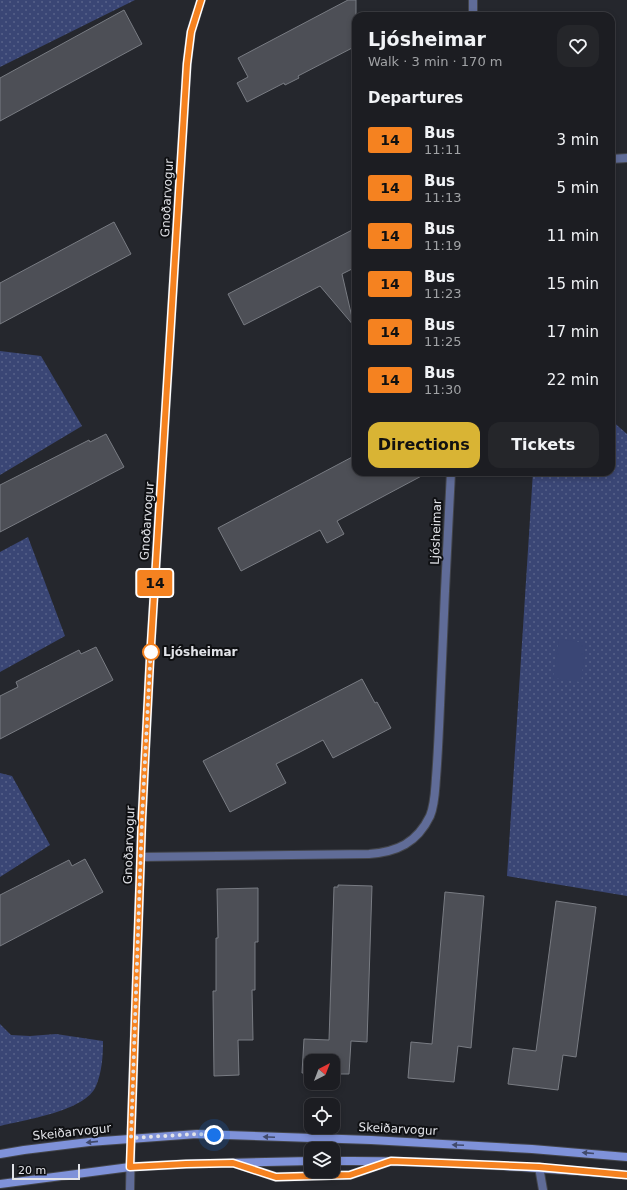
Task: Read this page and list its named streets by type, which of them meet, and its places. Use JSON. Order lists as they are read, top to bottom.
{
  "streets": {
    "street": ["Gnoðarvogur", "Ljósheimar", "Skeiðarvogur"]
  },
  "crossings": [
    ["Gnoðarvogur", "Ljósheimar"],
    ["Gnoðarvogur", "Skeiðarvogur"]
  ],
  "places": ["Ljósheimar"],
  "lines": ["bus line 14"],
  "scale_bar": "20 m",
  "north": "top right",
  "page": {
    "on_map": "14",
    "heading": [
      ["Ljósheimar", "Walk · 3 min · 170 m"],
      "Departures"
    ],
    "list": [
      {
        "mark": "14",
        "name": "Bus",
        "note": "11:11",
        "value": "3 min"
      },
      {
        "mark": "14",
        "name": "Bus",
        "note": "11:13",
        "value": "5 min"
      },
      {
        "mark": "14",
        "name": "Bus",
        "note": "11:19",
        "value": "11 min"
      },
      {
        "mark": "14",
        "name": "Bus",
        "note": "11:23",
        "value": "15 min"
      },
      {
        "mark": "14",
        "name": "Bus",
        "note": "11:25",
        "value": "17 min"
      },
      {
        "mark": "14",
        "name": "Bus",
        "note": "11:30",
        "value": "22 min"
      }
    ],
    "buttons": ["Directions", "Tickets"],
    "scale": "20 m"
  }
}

...

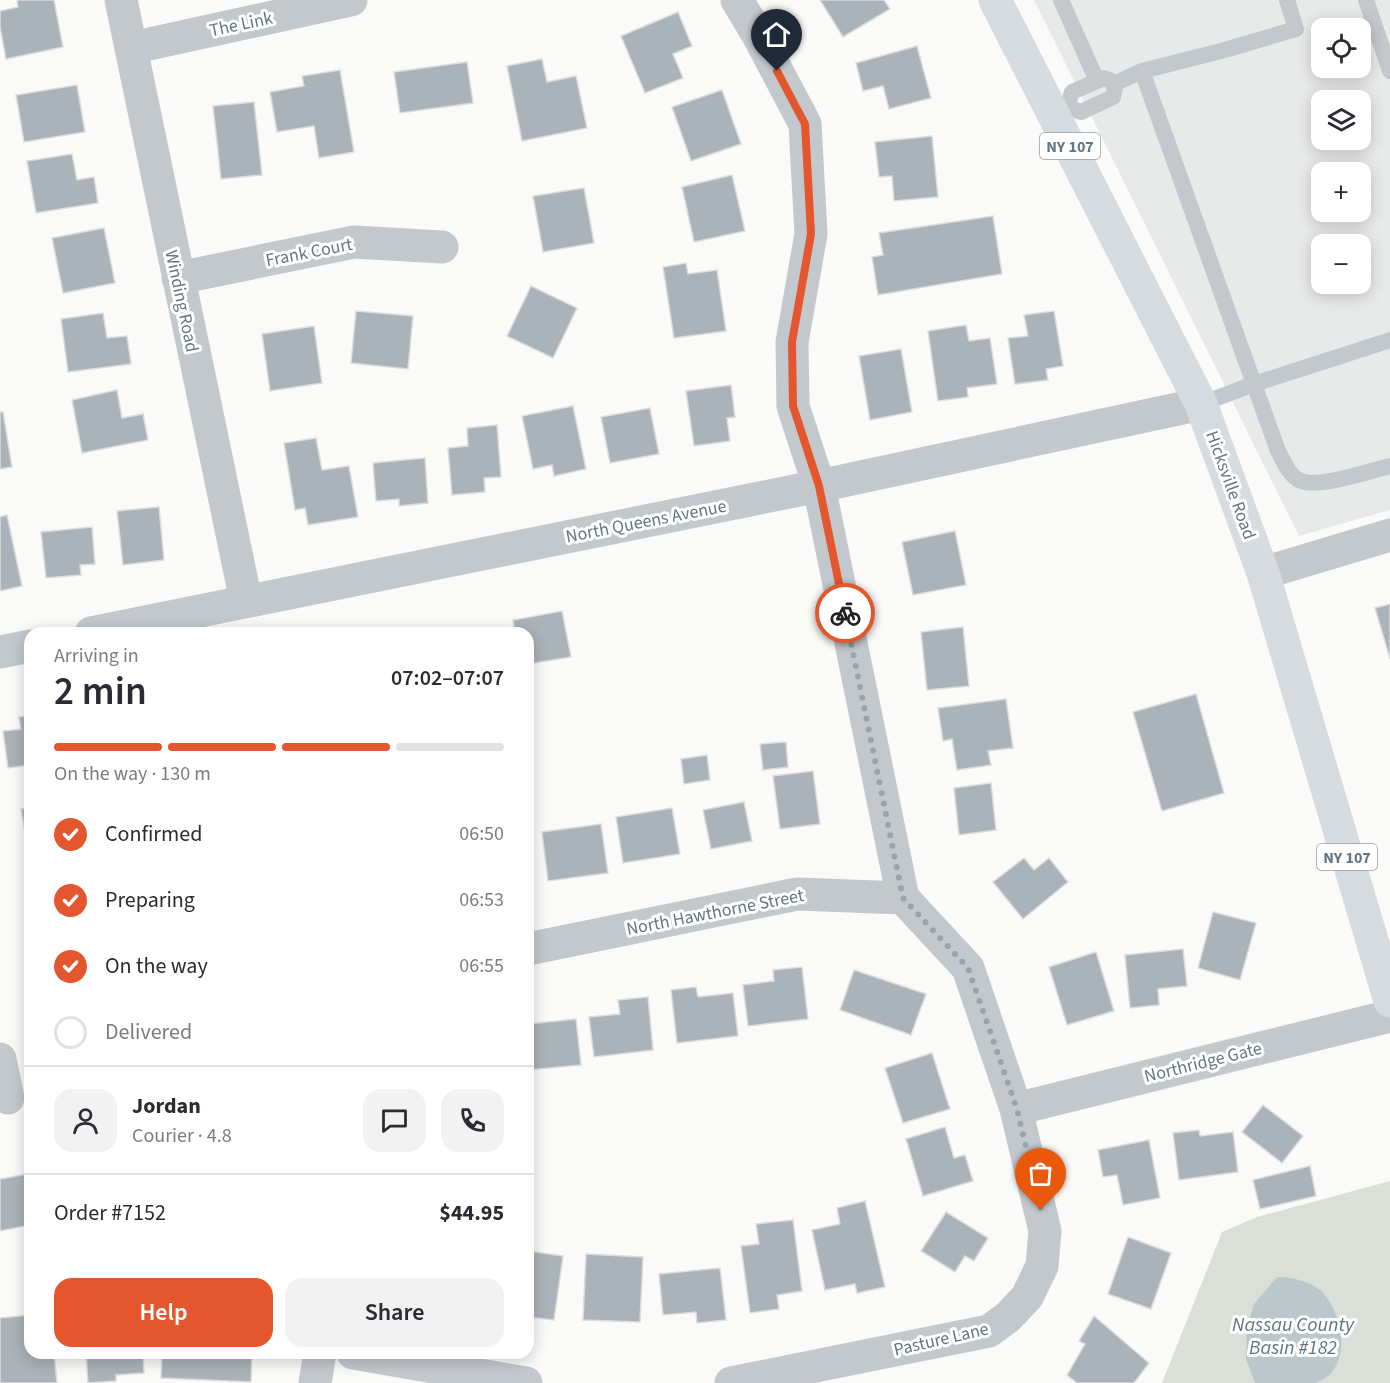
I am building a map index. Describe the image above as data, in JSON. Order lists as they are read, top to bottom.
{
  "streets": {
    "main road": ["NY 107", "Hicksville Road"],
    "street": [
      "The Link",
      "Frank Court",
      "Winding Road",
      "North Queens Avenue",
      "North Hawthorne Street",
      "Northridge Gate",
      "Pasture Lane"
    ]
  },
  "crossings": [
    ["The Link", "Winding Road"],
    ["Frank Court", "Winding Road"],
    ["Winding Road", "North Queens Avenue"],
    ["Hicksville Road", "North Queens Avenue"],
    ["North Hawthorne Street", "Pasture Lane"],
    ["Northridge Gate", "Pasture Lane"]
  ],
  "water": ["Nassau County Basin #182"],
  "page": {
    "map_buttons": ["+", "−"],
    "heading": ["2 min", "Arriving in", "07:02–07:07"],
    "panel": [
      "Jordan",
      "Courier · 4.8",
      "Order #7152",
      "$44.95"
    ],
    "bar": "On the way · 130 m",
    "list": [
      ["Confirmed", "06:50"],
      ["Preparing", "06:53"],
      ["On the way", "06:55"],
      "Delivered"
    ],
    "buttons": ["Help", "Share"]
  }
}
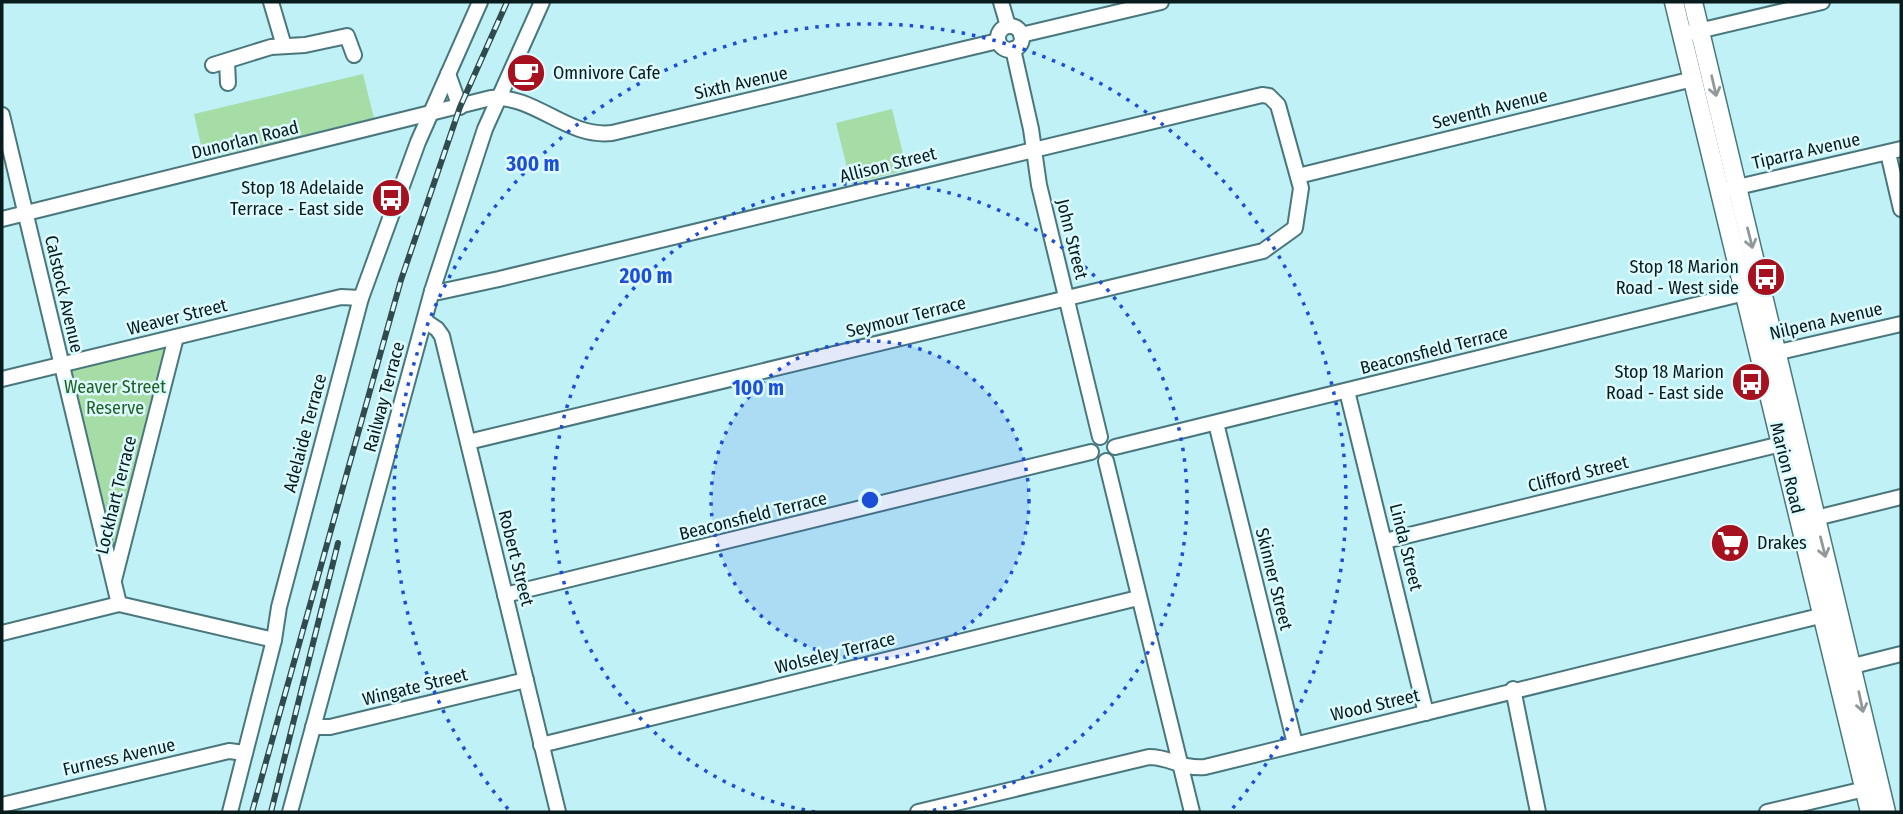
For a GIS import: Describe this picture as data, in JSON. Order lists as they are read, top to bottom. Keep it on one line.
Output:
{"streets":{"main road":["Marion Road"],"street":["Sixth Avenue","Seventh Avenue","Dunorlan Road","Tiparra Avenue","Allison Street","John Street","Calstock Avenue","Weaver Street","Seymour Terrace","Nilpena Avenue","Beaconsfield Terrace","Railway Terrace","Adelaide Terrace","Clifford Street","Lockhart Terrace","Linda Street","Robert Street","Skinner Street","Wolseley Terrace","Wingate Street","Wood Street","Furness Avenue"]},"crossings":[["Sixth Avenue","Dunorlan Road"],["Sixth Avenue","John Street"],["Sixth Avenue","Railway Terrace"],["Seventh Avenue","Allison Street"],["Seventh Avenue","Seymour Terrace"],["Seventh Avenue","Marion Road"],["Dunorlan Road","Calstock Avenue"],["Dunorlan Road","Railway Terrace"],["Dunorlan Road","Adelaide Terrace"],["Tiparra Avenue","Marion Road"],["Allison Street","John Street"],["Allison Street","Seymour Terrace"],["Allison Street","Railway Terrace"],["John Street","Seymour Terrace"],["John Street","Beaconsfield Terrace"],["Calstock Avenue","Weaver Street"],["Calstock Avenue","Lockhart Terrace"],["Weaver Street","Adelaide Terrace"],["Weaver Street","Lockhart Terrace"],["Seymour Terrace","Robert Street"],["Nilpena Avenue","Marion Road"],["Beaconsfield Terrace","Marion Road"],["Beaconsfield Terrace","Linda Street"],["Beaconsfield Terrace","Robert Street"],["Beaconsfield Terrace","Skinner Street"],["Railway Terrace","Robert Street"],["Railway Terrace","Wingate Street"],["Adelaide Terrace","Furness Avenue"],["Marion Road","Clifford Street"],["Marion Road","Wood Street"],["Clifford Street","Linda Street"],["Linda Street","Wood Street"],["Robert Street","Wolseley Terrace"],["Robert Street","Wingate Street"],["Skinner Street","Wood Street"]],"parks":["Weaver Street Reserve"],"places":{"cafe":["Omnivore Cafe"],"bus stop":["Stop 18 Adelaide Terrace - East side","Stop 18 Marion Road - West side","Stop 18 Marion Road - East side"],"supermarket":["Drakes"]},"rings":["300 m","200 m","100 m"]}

> **WHAT TO PRODUCE**: A single number is required: how many lines in the material above include the string "data".

> **EXPECTED ANSWER**: 2